The embattled Hawaii Health Connector ended its operations Friday, after running into a host of technical and financial problems.
"We've been blessed having prepaid health insurance for so many years and we're so far ahead of everybody else," said State Senator Roz Baker, chairwoman of the Commerce and Consumer Protection Committee. "This probably wasn't the right model for us because we just didn't have enough uninsured to make it sustainable."
According to state officials, 24,000 people in Hawaii were insured through health insurance exchange, which cost about $130 million to set up.
Only about 4,500 have now signed up for insurance on its federal replacement in the new year -- healthcare.gov.
The state Department of Human Services has now assumed responsibility for outreach. People must re-enroll by December 15 to make sure there is no lapse in coverage.
There have been some enrollment delays due to language barriers and other issues, especially for migrants from Pacific Islands living in Hawaii under the Compacts of Free Association.

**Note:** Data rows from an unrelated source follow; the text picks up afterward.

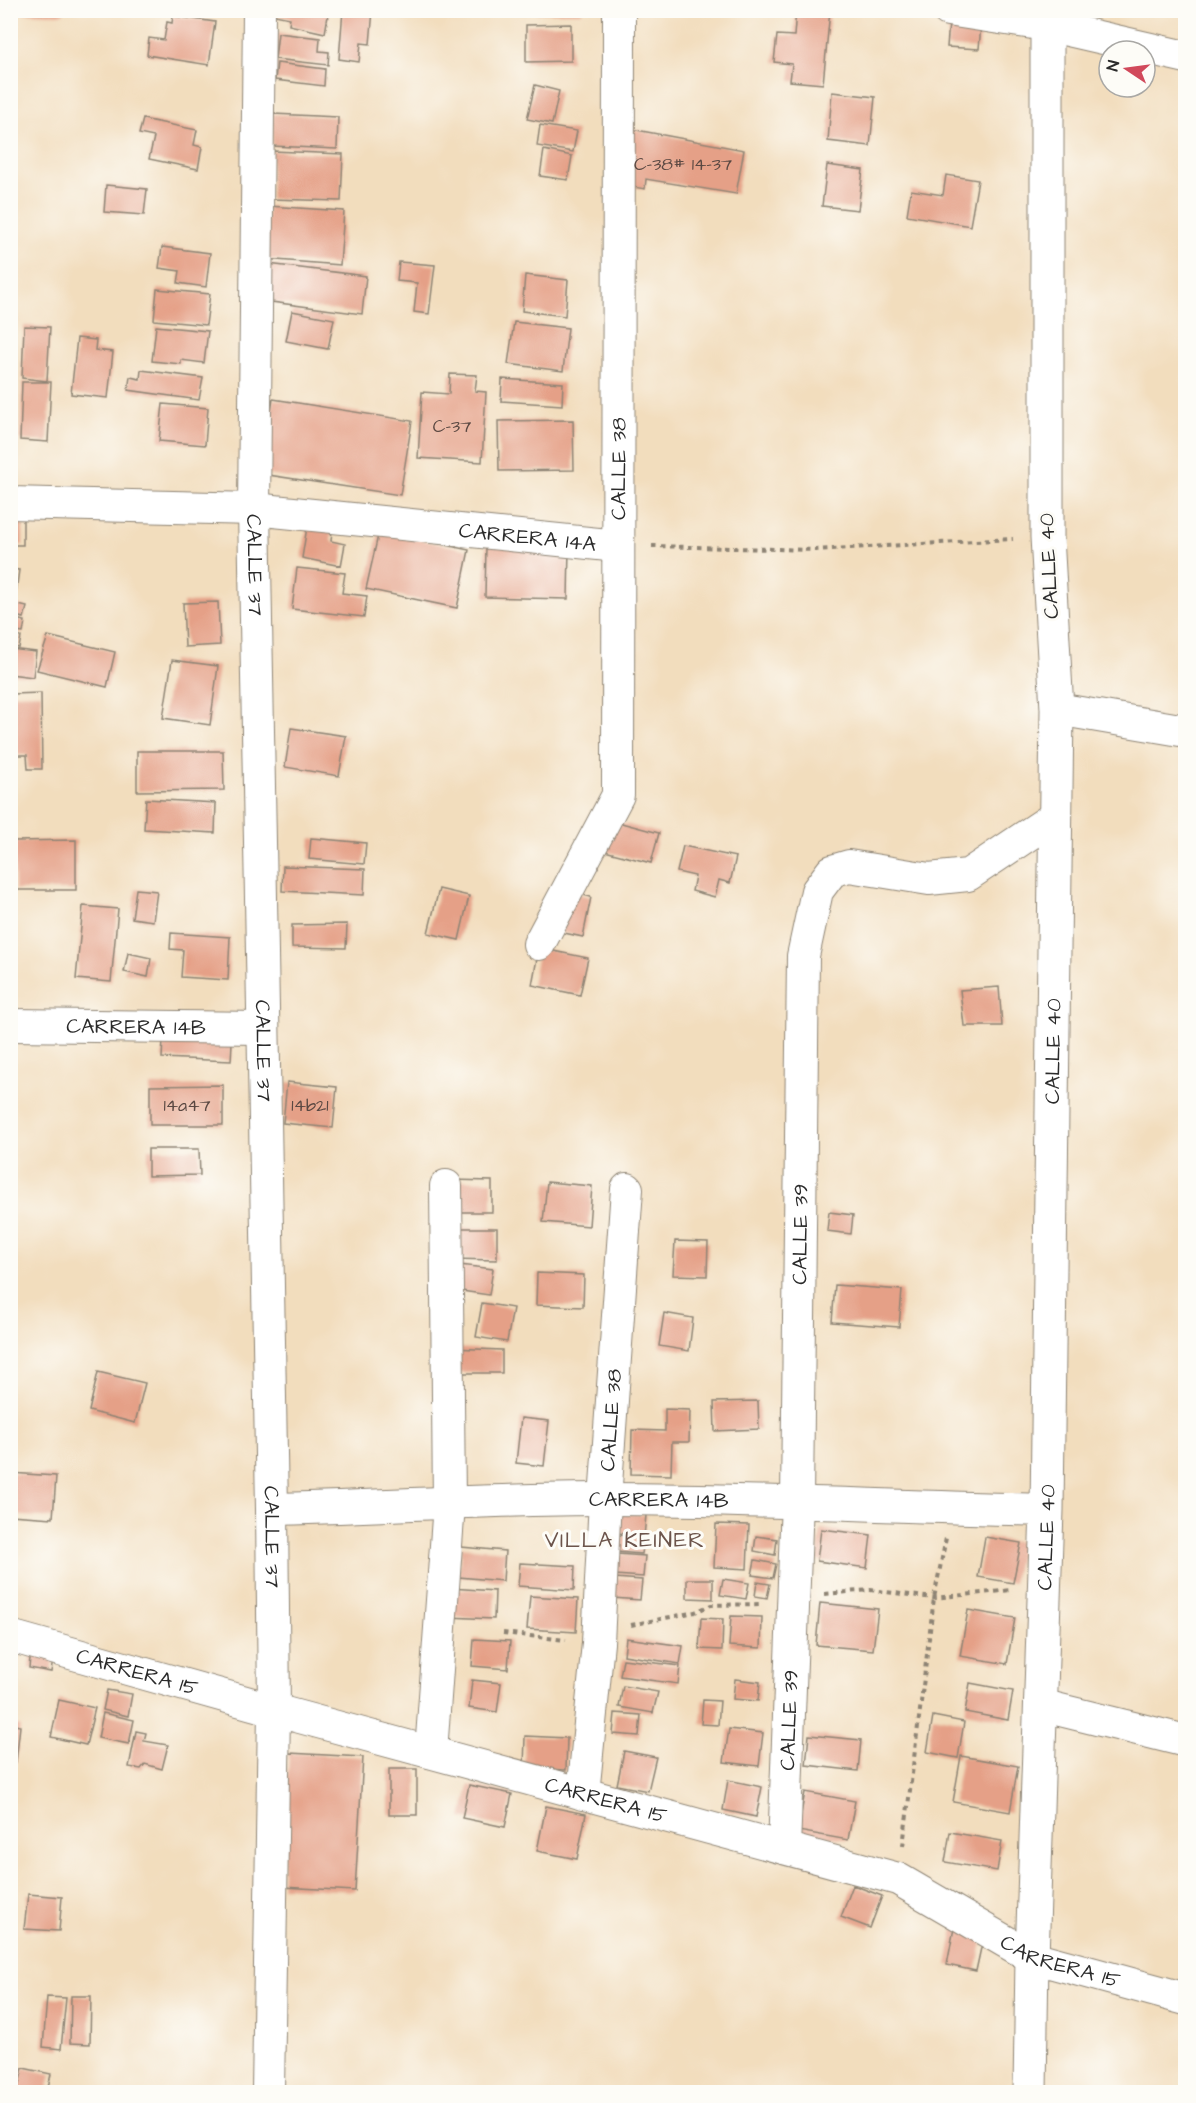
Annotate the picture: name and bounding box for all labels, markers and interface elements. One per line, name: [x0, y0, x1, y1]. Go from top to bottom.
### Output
north arrow: [1097, 39, 1157, 99]
text: N: [1102, 58, 1125, 73]
house number: C-38# 14-37: [634, 152, 732, 177]
house number: C-37: [433, 414, 471, 439]
street label: CALLE 38: [604, 417, 633, 520]
street label: CALLE 40: [1032, 512, 1066, 620]
street label: CALLE 37: [240, 514, 270, 616]
street label: CARRERA 14A: [457, 515, 598, 558]
street label: CALLE 40: [1038, 998, 1068, 1104]
street label: CALLE 37: [248, 1000, 279, 1102]
street label: CARRERA 14B: [66, 1011, 206, 1042]
house number: 14a47: [163, 1093, 211, 1118]
house number: 14b21: [291, 1093, 329, 1118]
street label: CALLE 39: [785, 1184, 815, 1285]
street label: CALLE 38: [593, 1368, 629, 1472]
street label: CARRERA 14B: [589, 1484, 729, 1515]
street label: CALLE 40: [1030, 1484, 1062, 1591]
street label: CALLE 37: [257, 1486, 287, 1588]
district label: VILLA KEINER: [545, 1525, 705, 1556]
street label: CARRERA 15: [73, 1641, 201, 1703]
street label: CALLE 39: [772, 1669, 805, 1771]
street label: CARRERA 15: [542, 1770, 670, 1830]
street label: CARRERA 15: [995, 1927, 1124, 1995]

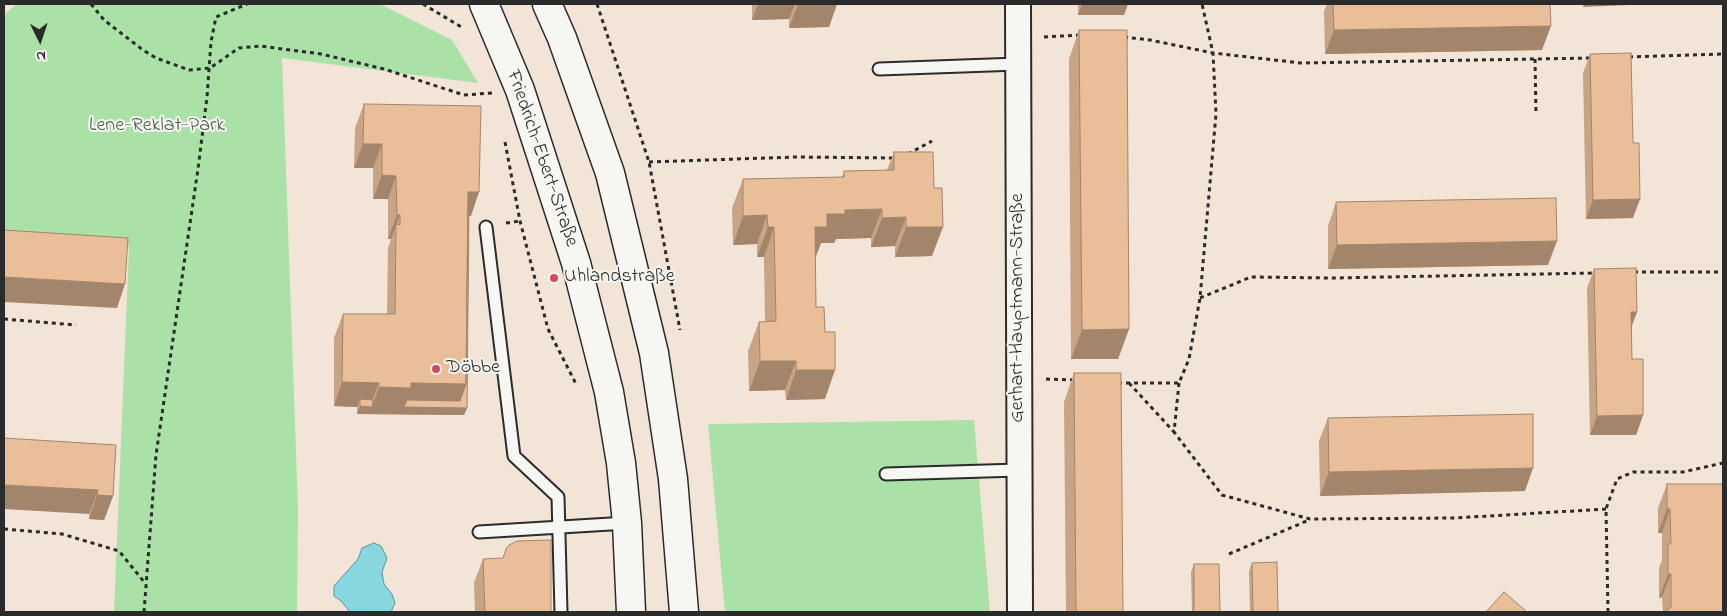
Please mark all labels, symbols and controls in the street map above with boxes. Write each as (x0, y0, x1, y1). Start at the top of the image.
north arrow (15, 15, 65, 65)
text: N (36, 45, 47, 66)
street label: Friedrich-Ebert-Straße (500, 68, 582, 250)
park label: Lene-Reklat-Park (89, 115, 225, 139)
street label: Gerhart-Hauptmann-Straße (1007, 193, 1031, 423)
place label: Uhlandstraße (564, 266, 675, 290)
marker: Uhlandstraße (548, 272, 560, 284)
place label: Döbbe (446, 357, 500, 381)
marker: Döbbe (430, 363, 442, 375)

Instead of going to the federal website, state officials recommend contacting a call center that is open around the clock, with interpreters standing by at 1-800-318-2596.

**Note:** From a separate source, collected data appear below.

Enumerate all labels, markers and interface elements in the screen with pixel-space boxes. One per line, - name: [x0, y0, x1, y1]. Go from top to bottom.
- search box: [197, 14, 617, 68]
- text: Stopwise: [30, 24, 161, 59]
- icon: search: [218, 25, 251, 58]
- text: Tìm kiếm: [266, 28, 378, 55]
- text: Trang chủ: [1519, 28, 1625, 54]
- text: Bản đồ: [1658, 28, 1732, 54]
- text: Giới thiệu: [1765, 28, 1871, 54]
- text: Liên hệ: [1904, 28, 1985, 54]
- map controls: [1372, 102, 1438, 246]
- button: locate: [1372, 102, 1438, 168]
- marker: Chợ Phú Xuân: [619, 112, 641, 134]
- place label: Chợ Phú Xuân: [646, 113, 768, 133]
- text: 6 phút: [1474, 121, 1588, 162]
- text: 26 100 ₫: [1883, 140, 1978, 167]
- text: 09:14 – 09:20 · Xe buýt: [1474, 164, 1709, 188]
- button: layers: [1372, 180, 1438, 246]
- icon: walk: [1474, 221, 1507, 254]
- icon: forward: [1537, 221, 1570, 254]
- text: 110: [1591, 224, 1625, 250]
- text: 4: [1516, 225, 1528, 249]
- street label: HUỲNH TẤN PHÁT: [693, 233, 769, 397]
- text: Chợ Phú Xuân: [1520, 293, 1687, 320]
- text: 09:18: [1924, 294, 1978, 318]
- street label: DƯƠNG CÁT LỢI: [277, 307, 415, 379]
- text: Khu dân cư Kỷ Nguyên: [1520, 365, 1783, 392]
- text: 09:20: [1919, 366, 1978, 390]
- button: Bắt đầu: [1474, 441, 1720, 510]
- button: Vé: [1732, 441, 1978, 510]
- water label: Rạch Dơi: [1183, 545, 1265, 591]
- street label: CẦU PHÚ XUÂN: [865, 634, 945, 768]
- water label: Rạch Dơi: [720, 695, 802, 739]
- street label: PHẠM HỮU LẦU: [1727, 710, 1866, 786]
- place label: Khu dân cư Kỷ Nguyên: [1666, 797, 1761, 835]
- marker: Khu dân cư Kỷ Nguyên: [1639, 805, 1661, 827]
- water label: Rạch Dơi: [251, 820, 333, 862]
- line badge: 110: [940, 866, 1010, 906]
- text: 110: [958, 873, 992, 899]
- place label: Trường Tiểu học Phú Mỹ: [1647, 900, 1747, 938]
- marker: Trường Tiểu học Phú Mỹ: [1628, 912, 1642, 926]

"Challenges ahead, I think we're going to figure it out as we go along," said DHS director Rachael Wong. "Some of it will depend on the information that we receive as we take over responsibility. Some of it will be a learning curve as we work in new areas,"
Roughly 40 full-time and temporary staff from the Hawaii Health Connector were laid off on Friday.
DHS is hiring a few of them who specialize in outreach efforts.